(Excerpts from a dataset)
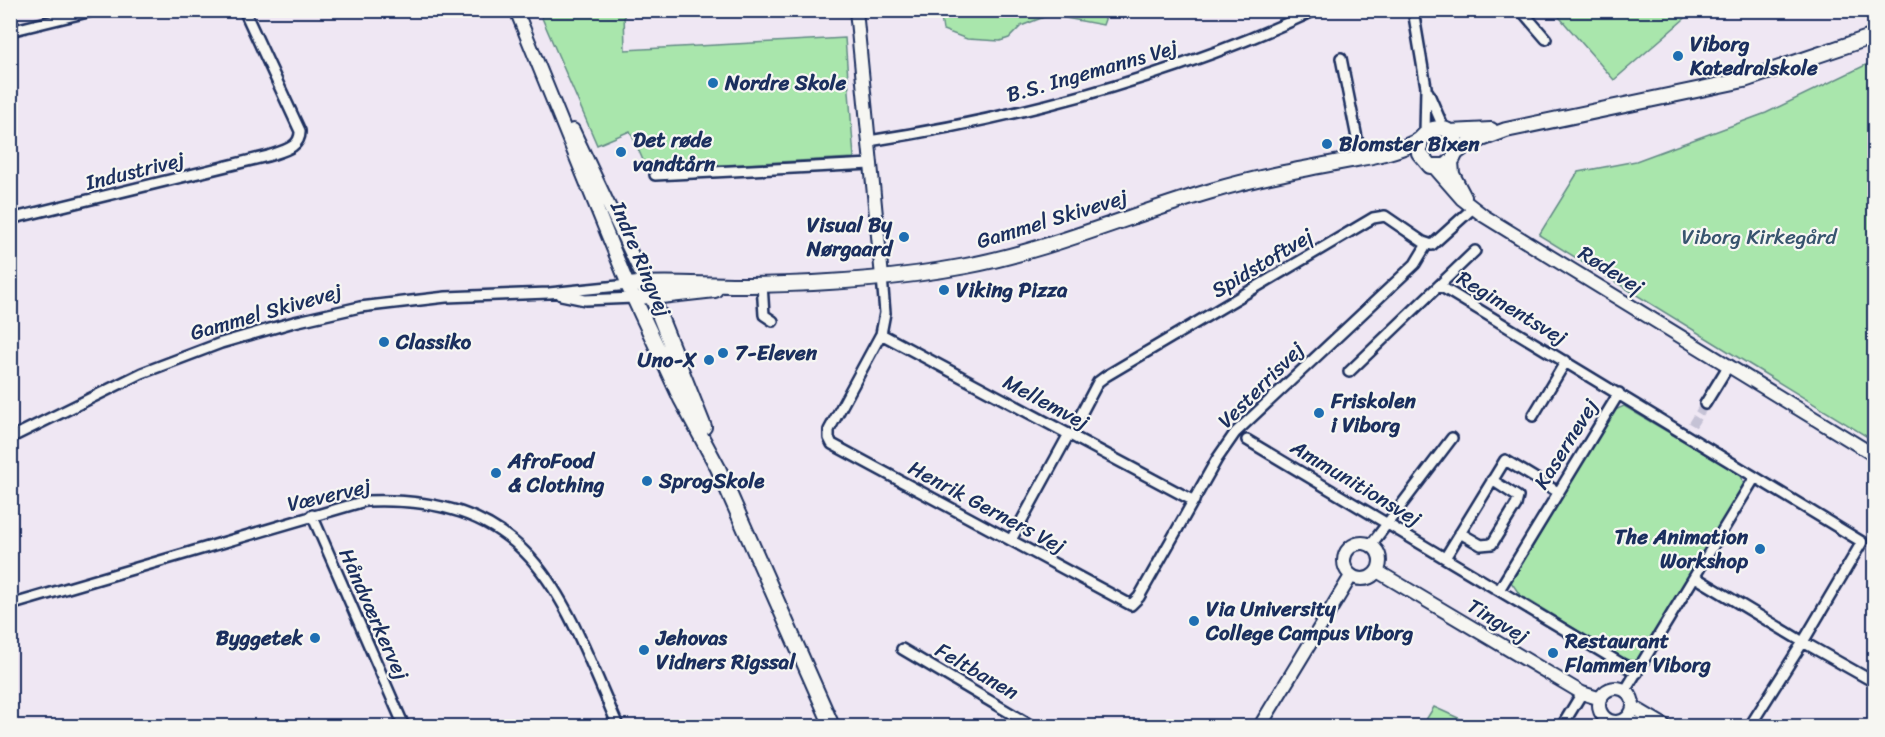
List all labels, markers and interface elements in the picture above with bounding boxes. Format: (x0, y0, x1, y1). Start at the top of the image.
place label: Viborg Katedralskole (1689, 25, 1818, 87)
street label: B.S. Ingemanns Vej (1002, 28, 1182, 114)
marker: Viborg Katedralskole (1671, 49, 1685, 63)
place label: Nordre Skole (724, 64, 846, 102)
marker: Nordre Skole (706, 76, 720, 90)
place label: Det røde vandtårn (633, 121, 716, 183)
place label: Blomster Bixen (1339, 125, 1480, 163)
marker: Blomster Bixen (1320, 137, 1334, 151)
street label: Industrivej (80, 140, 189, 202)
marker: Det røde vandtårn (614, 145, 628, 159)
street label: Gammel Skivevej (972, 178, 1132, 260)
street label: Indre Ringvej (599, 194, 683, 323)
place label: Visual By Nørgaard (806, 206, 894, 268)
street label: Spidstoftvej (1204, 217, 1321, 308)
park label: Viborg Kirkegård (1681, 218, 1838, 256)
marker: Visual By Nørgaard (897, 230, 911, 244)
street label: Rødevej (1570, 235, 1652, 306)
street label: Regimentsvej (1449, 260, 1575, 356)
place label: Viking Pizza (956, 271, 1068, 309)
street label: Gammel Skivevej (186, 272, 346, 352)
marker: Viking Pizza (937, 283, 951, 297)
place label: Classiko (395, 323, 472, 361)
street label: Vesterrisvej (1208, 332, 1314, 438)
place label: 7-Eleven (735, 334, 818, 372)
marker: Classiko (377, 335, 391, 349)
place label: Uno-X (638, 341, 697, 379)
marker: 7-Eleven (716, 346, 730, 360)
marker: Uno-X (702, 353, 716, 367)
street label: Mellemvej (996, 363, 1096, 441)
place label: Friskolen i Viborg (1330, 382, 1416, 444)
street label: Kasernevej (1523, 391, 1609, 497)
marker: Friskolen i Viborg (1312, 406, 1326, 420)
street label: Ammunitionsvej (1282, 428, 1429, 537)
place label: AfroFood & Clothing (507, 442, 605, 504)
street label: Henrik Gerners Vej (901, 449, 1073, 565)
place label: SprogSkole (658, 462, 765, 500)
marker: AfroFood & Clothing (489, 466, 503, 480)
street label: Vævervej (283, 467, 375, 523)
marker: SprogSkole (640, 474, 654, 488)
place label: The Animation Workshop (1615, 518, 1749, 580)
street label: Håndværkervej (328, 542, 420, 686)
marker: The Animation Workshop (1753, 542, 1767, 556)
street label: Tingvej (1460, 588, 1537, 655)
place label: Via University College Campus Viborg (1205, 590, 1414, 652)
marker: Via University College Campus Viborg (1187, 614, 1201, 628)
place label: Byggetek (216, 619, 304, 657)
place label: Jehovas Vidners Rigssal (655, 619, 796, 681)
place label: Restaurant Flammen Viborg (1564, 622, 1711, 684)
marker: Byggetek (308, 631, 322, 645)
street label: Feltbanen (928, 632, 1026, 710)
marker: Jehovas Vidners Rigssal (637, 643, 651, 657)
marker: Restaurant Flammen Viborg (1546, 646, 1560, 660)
--
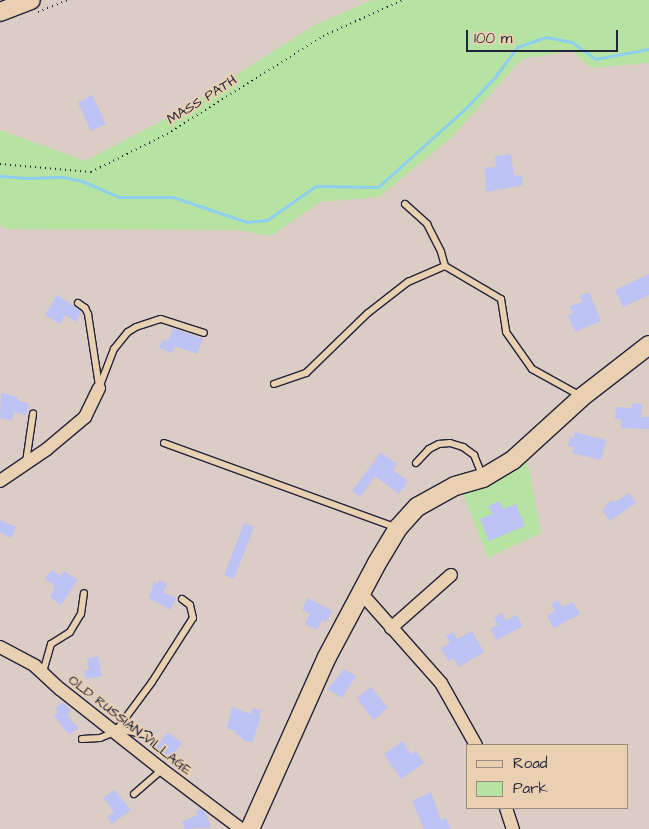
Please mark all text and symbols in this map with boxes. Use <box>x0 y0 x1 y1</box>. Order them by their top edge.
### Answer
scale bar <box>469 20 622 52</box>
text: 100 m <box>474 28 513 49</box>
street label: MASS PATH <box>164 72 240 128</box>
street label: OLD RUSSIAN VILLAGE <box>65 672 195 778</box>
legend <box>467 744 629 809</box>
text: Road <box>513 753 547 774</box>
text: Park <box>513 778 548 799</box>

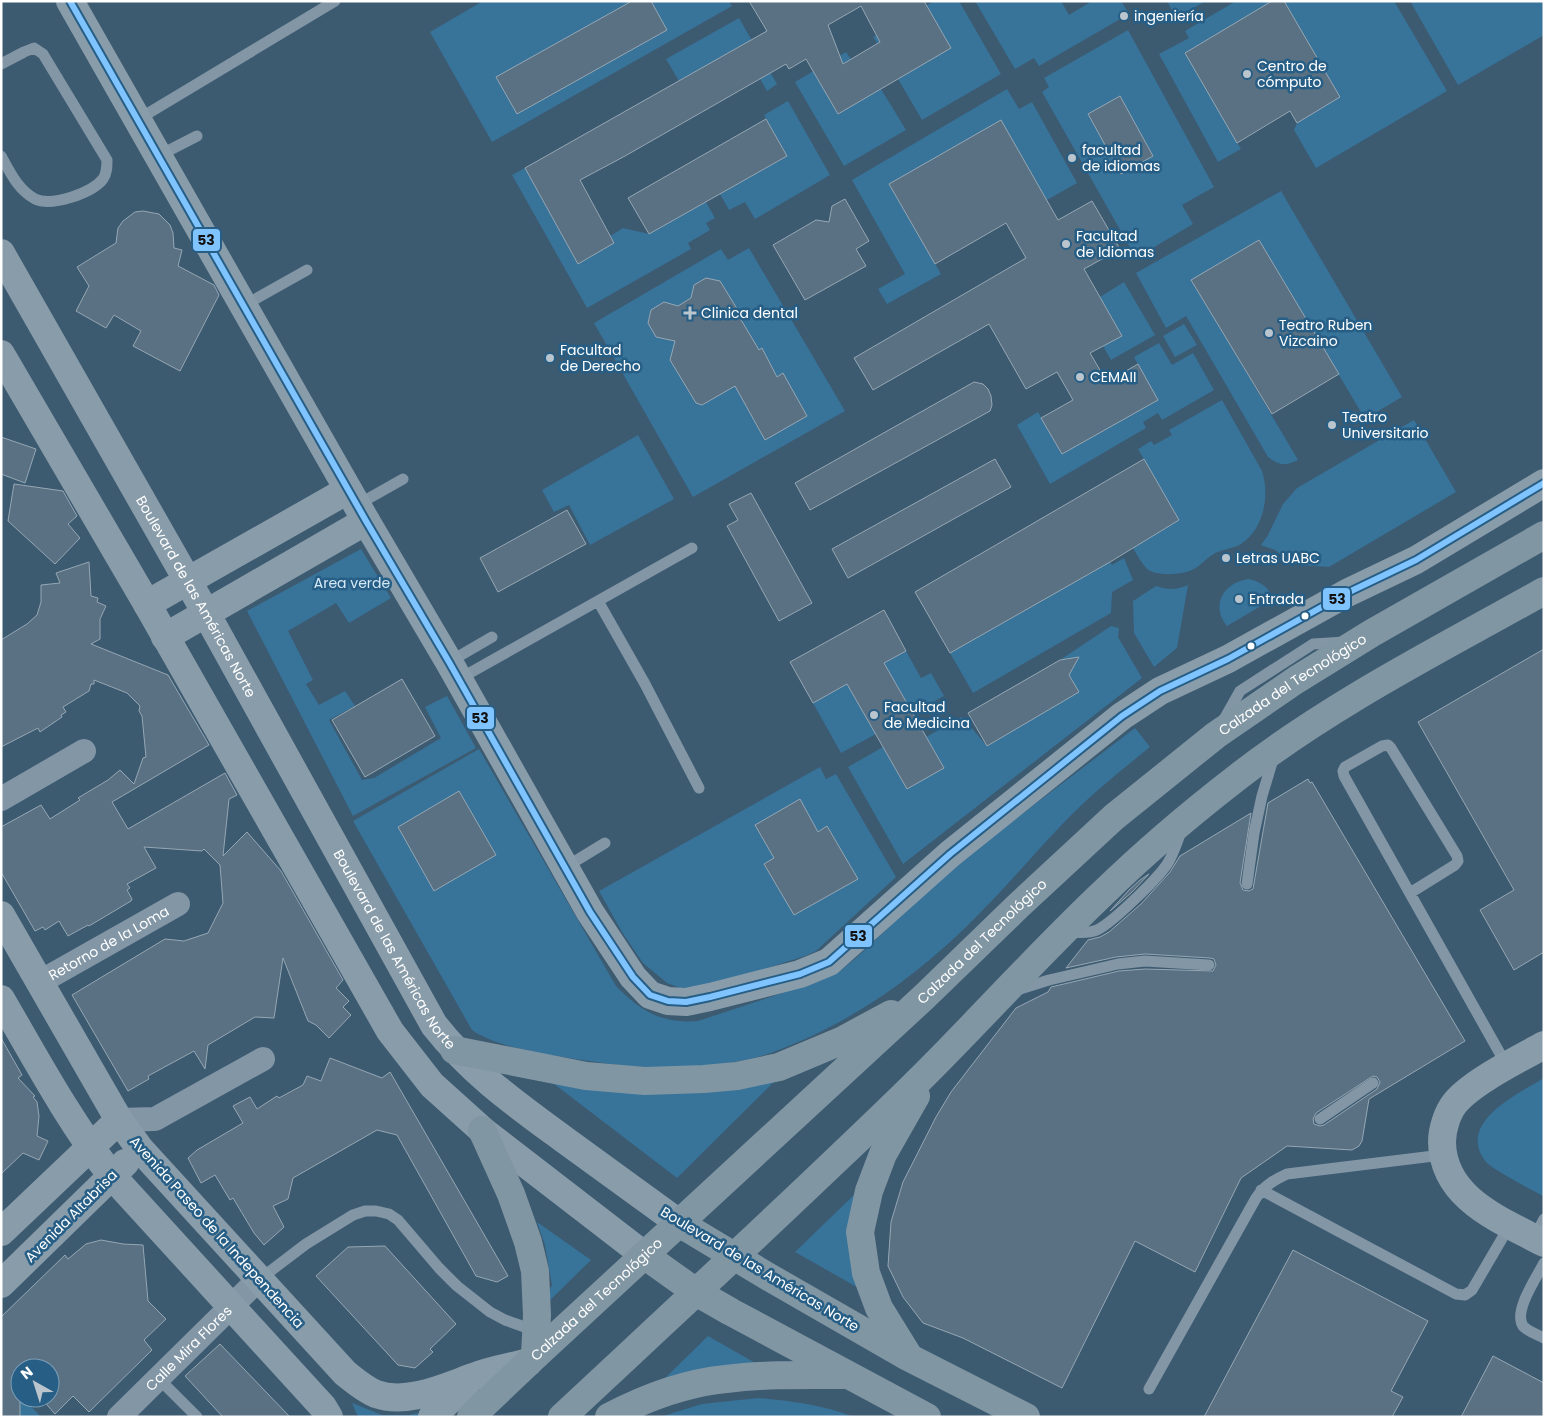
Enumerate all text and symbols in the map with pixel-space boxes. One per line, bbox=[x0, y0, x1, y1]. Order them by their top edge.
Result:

YOUR INSTRUCTIONS:
Wherever the word "Order" turns up in a line of the entries above, copy that line.

TASK ANSWER:
Please mark all text and symbols in this map with boxes. Use <box>x0 y0 x1 y1</box>. Order them by their top edge.
Enumerate all text and symbols in the map with pixel-space boxes. One per line, bbox=[x0, y0, x1, y1]. Order them by their top edge.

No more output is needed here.